The World Food Program (WFP) claimed on Sunday that it was compelled to restrict food due to a lack of money, the state of the global economy, and the ongoing repercussions of the Russian invasion of Ukraine.
Thirteen million Yemenis get food aid from the WFP, but due to recent cuts, it will only be able to meet the needs of five million of them, while the remaining eight million will only receive 25% of what they need daily.
At least 17.4 million people, or more than half of Yemen’s population, are in need of food aid because they are caught between a lengthy war and an economic downturn.
The organisation claimed on Twitter that it had been forced to make some extremely difficult decisions about the support it offers to its beneficiaries due to “critical financial deficits, global inflation, and the knock-on impacts of the war in #Ukraine.”
In addition, “resilience and livelihood activities, and school feeding and nutrition programmes” would be curtailed for four million people, leaving them available for only 1.8 million people, according to the WFP, the United Nations’ (UN) food assistance arm.

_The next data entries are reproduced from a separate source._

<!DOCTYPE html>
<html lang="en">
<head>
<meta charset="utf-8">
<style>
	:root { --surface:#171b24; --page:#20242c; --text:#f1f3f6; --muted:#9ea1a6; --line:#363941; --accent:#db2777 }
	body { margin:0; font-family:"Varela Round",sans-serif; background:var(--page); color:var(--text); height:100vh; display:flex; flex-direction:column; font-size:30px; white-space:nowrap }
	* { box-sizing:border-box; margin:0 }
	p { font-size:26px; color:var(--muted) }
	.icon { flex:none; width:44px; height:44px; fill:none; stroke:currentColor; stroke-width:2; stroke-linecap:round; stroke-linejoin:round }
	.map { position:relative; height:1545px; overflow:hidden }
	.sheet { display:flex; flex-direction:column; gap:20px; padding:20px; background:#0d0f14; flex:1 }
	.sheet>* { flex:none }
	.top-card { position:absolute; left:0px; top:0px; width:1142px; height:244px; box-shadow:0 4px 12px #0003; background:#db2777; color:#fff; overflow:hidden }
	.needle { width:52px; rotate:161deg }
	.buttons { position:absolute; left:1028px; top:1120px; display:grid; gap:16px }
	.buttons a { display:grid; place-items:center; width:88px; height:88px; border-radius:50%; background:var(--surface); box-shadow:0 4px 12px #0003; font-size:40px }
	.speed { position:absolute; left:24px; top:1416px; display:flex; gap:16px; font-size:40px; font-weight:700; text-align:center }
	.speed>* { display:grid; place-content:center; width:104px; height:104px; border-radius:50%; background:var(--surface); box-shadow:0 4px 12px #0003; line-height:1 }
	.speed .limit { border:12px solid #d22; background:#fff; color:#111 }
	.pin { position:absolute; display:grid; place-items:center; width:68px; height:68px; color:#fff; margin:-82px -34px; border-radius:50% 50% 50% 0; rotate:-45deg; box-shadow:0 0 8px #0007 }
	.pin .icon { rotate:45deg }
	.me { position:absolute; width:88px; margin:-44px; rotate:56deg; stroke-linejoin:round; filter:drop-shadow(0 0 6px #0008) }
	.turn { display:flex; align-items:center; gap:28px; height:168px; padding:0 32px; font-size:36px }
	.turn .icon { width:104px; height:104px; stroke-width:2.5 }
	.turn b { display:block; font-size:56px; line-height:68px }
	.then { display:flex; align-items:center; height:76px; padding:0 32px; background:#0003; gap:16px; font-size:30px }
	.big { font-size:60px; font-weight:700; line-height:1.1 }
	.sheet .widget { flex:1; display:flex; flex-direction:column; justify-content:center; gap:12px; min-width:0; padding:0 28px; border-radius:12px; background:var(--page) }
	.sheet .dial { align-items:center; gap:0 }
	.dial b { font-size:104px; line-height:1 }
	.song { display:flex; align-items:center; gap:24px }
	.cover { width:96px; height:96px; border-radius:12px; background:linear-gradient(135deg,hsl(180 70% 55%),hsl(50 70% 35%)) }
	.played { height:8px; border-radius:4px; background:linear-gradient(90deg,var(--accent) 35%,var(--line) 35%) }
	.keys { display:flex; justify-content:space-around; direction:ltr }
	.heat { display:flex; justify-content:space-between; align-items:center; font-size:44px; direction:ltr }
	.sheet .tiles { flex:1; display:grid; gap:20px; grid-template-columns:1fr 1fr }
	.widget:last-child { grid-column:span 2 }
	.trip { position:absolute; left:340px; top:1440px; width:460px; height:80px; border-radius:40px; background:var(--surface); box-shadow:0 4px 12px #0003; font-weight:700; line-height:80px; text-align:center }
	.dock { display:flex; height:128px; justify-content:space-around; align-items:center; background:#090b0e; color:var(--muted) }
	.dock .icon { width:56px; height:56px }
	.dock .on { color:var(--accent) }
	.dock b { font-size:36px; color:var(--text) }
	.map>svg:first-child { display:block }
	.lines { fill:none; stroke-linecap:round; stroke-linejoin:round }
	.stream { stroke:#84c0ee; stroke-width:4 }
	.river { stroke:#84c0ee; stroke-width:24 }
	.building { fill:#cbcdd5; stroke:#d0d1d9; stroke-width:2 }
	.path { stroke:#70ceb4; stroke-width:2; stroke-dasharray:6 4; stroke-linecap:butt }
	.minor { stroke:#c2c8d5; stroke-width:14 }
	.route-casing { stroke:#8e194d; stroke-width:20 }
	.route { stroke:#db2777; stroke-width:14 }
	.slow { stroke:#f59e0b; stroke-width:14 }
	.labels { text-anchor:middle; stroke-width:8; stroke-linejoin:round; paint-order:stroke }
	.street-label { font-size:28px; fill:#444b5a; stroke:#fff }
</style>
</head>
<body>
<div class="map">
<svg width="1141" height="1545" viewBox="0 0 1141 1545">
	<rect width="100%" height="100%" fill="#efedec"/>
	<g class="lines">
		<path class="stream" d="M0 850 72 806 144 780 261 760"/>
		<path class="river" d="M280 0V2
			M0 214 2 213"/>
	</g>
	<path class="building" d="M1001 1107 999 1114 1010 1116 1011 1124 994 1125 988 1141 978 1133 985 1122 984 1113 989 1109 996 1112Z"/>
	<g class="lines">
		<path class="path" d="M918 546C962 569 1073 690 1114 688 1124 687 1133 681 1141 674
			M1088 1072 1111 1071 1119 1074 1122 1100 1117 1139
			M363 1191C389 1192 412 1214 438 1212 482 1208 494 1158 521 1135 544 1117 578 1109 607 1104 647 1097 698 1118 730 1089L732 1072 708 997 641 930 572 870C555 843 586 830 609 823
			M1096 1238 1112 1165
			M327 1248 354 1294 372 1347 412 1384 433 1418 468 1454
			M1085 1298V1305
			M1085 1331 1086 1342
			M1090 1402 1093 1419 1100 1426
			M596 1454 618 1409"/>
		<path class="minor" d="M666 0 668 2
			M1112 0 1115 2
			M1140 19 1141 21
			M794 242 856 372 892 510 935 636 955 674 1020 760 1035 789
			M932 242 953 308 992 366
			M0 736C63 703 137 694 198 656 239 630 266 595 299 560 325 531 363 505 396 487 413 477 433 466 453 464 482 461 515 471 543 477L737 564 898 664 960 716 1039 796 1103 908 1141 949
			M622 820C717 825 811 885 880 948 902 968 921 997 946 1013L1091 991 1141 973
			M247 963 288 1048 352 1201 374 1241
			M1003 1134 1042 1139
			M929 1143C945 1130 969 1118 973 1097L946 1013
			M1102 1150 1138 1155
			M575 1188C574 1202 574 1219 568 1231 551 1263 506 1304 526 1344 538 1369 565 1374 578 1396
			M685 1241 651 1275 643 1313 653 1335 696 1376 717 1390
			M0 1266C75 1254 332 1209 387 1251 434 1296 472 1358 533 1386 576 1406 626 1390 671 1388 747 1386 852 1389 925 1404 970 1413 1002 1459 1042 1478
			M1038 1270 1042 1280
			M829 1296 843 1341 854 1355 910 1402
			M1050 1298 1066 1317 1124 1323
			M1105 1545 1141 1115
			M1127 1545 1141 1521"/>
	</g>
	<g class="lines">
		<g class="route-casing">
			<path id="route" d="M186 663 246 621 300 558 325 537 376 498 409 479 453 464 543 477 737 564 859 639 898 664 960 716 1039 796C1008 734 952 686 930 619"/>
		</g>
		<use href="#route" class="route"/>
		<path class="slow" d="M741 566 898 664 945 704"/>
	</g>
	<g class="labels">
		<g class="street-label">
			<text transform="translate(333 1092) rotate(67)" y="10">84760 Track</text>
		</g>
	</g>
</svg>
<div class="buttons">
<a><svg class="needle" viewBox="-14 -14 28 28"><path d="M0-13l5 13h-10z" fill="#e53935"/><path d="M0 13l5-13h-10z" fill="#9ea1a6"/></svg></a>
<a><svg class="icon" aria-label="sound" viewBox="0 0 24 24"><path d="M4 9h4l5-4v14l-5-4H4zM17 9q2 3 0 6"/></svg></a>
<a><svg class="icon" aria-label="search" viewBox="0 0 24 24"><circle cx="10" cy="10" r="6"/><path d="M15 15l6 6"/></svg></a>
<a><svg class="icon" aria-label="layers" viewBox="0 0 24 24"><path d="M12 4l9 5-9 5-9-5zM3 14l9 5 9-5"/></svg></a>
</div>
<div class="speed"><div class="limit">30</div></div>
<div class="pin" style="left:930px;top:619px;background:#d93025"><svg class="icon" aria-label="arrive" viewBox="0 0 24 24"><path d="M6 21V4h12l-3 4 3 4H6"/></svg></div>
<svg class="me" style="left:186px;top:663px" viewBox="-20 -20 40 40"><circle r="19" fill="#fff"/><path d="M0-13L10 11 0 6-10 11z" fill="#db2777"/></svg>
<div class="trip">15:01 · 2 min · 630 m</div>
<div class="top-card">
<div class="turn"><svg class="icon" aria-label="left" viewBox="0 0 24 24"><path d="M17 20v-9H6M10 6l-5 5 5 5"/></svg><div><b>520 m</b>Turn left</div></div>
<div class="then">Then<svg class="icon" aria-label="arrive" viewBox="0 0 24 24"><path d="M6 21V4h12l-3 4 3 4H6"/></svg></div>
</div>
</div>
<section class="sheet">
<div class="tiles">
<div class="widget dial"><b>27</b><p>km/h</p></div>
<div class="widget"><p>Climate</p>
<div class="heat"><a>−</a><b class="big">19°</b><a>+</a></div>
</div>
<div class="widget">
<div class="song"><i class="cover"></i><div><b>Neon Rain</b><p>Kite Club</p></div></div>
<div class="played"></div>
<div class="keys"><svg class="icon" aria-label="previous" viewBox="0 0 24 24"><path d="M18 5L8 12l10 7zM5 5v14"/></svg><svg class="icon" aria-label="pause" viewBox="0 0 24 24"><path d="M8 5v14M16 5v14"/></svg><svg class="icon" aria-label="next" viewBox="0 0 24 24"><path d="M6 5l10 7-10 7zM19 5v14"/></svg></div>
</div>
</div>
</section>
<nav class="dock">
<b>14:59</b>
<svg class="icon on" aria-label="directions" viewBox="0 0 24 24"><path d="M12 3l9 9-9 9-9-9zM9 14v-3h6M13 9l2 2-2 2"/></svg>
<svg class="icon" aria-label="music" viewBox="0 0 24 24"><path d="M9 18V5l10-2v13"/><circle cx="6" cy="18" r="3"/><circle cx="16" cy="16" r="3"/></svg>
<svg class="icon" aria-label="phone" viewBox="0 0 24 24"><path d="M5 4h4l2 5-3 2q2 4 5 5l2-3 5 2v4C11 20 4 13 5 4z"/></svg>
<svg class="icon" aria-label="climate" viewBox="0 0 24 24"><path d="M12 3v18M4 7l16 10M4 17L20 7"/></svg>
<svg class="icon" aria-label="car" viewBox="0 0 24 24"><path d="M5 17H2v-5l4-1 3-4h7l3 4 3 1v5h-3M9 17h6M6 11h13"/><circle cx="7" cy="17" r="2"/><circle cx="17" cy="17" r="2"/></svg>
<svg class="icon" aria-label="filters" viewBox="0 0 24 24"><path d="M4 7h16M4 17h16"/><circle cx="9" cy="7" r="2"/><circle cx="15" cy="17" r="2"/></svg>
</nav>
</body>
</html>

The UN has dubbed Yemen’s humanitarian catastrophe as the worst in the world as a result of nearly eight years of fighting between government forces supported by Saudi Arabia and Houthi rebels.
Due to a lack of funding, earlier reductions in WFP food aid were announced at the end of 2021; however, the UN was only able to secure a fifth of the $2 billion it had estimated it would require from international donors this year for Yemen.
In 2022, over 19 million Yemenis, up from the current 17.4 million, are expected to require food assistance. 7.3 million of them will experience hunger at an emergency level.
Approximately 2.3 million children under the age of five are already malnourished in Yemen, and 400,000 more children are anticipated to experience severe malnutrition that poses a life-threatening risk in the near future, according to UNICEF.